United States District Court, D. Utah

March 17, 2017

JOHN SAGGIANI, Appellant,
v.
D. RAY STRONG, as the trustee of the Consolidated Legacy Debtors Liquidating Trust and D. RAY STRONG, as the trustee of the Castle Arch Opportunity Partners I Liquidating Trust, Appellees.

          MEMORANDUM DECISION AND ORDER UPHOLDING THE BANKRUPCY COURT'S ORDER DENYING RULE 60(B) RELIEF

          JILL N. PARRISH, UNITED STATES DISTRICT COURT JUDGE

         John Saggiani appeals from the bankruptcy court's denial of his Rule 60(b)(1) and (6) motion for relief from a final settlement order. He argues that the bankruptcy court abused its discretion when it determined that the requirements of Rule 60(b) had not been satisfied. Mr. Saggiani further argues that if relief from the final order is granted, he has a meritorious defense that he neglected to assert before the order was entered.

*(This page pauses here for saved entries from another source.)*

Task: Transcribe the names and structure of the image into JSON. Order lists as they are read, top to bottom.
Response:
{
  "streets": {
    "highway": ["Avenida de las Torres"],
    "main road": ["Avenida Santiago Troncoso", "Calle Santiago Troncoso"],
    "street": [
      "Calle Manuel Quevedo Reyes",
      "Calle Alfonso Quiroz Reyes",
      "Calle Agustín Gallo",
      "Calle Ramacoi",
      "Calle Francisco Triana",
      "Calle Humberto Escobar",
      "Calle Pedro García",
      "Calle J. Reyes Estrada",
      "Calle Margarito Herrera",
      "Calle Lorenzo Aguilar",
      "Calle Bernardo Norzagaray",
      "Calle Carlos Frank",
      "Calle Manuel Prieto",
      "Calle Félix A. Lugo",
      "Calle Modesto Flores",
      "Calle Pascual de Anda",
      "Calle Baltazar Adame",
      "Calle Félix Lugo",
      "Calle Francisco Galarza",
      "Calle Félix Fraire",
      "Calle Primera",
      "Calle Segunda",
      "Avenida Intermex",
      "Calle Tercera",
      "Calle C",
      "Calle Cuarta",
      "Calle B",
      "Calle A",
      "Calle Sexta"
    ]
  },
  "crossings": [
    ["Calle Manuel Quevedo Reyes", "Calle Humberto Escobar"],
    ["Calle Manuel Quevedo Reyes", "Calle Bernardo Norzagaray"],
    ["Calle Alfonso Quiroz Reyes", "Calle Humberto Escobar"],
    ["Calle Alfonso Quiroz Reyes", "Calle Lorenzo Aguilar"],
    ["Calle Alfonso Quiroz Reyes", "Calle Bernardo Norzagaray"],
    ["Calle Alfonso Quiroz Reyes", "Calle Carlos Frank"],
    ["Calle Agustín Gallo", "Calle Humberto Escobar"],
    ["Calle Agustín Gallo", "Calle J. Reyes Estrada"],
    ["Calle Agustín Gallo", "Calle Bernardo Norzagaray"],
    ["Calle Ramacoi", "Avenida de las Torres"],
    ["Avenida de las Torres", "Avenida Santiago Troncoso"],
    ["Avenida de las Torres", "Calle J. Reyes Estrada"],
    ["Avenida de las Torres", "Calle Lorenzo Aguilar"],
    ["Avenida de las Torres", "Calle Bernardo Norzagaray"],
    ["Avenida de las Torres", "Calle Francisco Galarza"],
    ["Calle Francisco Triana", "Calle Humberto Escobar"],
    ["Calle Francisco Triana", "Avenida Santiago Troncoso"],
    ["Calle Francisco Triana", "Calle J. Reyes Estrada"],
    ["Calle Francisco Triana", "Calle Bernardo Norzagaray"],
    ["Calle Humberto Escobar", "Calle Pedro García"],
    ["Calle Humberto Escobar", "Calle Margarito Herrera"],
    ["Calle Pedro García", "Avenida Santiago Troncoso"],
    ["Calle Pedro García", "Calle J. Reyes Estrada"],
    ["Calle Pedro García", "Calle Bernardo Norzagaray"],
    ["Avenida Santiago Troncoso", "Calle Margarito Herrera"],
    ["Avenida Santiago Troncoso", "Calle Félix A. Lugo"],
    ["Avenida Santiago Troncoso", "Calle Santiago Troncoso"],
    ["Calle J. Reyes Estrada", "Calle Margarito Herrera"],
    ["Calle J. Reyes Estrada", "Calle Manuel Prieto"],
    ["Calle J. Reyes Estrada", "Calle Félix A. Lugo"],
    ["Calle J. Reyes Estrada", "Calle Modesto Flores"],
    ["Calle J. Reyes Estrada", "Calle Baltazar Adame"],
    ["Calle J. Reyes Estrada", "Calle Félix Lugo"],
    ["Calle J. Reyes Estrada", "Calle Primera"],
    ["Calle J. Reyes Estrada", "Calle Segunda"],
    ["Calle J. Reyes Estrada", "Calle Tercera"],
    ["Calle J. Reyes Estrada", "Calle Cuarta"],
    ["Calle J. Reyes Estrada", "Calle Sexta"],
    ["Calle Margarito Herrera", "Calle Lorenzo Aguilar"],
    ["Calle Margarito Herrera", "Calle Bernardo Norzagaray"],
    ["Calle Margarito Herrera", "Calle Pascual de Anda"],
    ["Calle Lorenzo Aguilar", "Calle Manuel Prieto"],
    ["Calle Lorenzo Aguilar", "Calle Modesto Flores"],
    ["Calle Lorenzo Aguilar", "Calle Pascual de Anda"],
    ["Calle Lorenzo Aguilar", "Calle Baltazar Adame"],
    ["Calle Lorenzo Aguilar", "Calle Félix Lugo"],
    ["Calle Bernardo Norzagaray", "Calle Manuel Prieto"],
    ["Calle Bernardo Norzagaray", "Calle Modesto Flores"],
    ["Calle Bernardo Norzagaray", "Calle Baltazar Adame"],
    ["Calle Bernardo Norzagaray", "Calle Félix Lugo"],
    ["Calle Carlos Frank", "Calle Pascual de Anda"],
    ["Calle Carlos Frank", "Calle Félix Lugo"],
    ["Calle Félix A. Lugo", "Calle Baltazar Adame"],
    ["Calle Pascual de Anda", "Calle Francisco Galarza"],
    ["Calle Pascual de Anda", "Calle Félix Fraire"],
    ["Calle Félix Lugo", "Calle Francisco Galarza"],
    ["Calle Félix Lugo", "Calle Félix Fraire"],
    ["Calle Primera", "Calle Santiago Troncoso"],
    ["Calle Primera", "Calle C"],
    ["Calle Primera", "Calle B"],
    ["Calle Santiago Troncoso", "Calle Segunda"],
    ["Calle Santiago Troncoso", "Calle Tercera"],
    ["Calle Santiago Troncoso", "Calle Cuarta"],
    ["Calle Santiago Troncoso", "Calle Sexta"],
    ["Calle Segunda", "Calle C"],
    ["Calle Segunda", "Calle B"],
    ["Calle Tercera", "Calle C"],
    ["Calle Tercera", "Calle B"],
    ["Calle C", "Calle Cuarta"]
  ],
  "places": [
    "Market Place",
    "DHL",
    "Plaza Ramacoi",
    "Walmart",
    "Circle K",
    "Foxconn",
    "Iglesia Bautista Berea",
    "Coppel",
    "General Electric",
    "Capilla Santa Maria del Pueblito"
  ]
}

         This court concludes that the bankruptcy court did not abuse its discretion when it determined that Mr. Saggiani had not satisfied the requirements of Rule 60(b). The court, therefore, affirms the bankruptcy court's denial of his Rule 60(b) motion.

         BACKGROUND

         Castle Arch Real Estate Investment Company, LLC (Castle Arch Investment)[1] and two affiliated companies-Castle Arch Opportunity Partners I, LLC (Castle Arch Partners I) and Castle Arch Opportunity Partners II, LLC (Castle Arch Partners II)-filed for Chapter 11 bankruptcy. Each of these three companies was assigned to a separate liquidating trust and D. Ray Strong was appointed as the trustee of all three liquidating trusts. Mr. Saggiani was an equity holder in Castle Arch Partners I and became a beneficiary of the Castle Arch Partners I Trust.

         A number of claims existed between Castle Arch Investment and Castle Arch Partners I and Castle Arch Partners II. Because Mr. Strong was the trustee of all three of the liquidating trusts that administered the assets of these companies, he had a conflict of interest regarding these intercompany claims. The bankruptcy court, therefore, entered an order that set forth formal Conflict Resolution Procedures (CRPs) for the intercompany claims. The CRPs created special alternative procedures for resolving these intercompany claims. Under these procedures, the attorneys hired to represent each of the three trusts would advocate for each trust's rights and a neutral conflicts referee would resolve the intercompany claims.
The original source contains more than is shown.